How to complete this task: Each entry needs to be restated exactly as written.
--------
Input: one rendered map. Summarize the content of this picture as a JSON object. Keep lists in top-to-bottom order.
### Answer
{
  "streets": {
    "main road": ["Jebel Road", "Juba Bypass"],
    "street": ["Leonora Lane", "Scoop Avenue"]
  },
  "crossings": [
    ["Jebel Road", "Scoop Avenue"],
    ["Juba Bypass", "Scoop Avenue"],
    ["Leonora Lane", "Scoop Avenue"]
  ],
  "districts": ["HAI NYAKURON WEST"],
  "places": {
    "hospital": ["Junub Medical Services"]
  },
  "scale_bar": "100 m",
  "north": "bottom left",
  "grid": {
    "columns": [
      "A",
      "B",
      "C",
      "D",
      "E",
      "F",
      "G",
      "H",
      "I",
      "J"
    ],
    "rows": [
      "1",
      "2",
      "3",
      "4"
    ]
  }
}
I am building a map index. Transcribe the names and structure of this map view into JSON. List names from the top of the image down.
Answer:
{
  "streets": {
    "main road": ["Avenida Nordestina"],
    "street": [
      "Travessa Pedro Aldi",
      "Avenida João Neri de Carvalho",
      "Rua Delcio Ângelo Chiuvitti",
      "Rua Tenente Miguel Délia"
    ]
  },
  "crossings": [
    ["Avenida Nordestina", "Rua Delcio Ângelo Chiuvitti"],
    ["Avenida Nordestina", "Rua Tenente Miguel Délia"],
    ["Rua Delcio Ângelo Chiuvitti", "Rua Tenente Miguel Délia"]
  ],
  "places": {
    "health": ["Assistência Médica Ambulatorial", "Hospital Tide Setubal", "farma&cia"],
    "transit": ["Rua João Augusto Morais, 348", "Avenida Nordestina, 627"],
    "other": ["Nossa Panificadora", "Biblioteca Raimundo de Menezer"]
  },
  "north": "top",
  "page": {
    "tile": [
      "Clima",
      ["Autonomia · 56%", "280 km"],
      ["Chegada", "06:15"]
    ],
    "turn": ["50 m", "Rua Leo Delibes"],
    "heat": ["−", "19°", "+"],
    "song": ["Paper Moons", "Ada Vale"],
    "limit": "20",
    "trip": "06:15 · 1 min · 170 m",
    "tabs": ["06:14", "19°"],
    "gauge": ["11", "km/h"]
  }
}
--------
Solved exercise:
Input: one rendered map. Summarize the content of this picture as a JSON object. Keep lists in top-to-bottom order.
### Answer
{
  "streets": {
    "main road": ["Jebel Road", "Juba Bypass"],
    "street": ["Leonora Lane", "Scoop Avenue"]
  },
  "crossings": [
    ["Jebel Road", "Scoop Avenue"],
    ["Juba Bypass", "Scoop Avenue"],
    ["Leonora Lane", "Scoop Avenue"]
  ],
  "districts": ["HAI NYAKURON WEST"],
  "places": {
    "hospital": ["Junub Medical Services"]
  },
  "scale_bar": "100 m",
  "north": "bottom left",
  "grid": {
    "columns": [
      "A",
      "B",
      "C",
      "D",
      "E",
      "F",
      "G",
      "H",
      "I",
      "J"
    ],
    "rows": [
      "1",
      "2",
      "3",
      "4"
    ]
  }
}
I am building a map index. Transcribe the names and structure of this map view into JSON. List names from the top of the image down.
Answer:
{
  "streets": {
    "main road": ["Avenida Nordestina"],
    "street": [
      "Travessa Pedro Aldi",
      "Avenida João Neri de Carvalho",
      "Rua Delcio Ângelo Chiuvitti",
      "Rua Tenente Miguel Délia"
    ]
  },
  "crossings": [
    ["Avenida Nordestina", "Rua Delcio Ângelo Chiuvitti"],
    ["Avenida Nordestina", "Rua Tenente Miguel Délia"],
    ["Rua Delcio Ângelo Chiuvitti", "Rua Tenente Miguel Délia"]
  ],
  "places": {
    "health": ["Assistência Médica Ambulatorial", "Hospital Tide Setubal", "farma&cia"],
    "transit": ["Rua João Augusto Morais, 348", "Avenida Nordestina, 627"],
    "other": ["Nossa Panificadora", "Biblioteca Raimundo de Menezer"]
  },
  "north": "top",
  "page": {
    "tile": [
      "Clima",
      ["Autonomia · 56%", "280 km"],
      ["Chegada", "06:15"]
    ],
    "turn": ["50 m", "Rua Leo Delibes"],
    "heat": ["−", "19°", "+"],
    "song": ["Paper Moons", "Ada Vale"],
    "limit": "20",
    "trip": "06:15 · 1 min · 170 m",
    "tabs": ["06:14", "19°"],
    "gauge": ["11", "km/h"]
  }
}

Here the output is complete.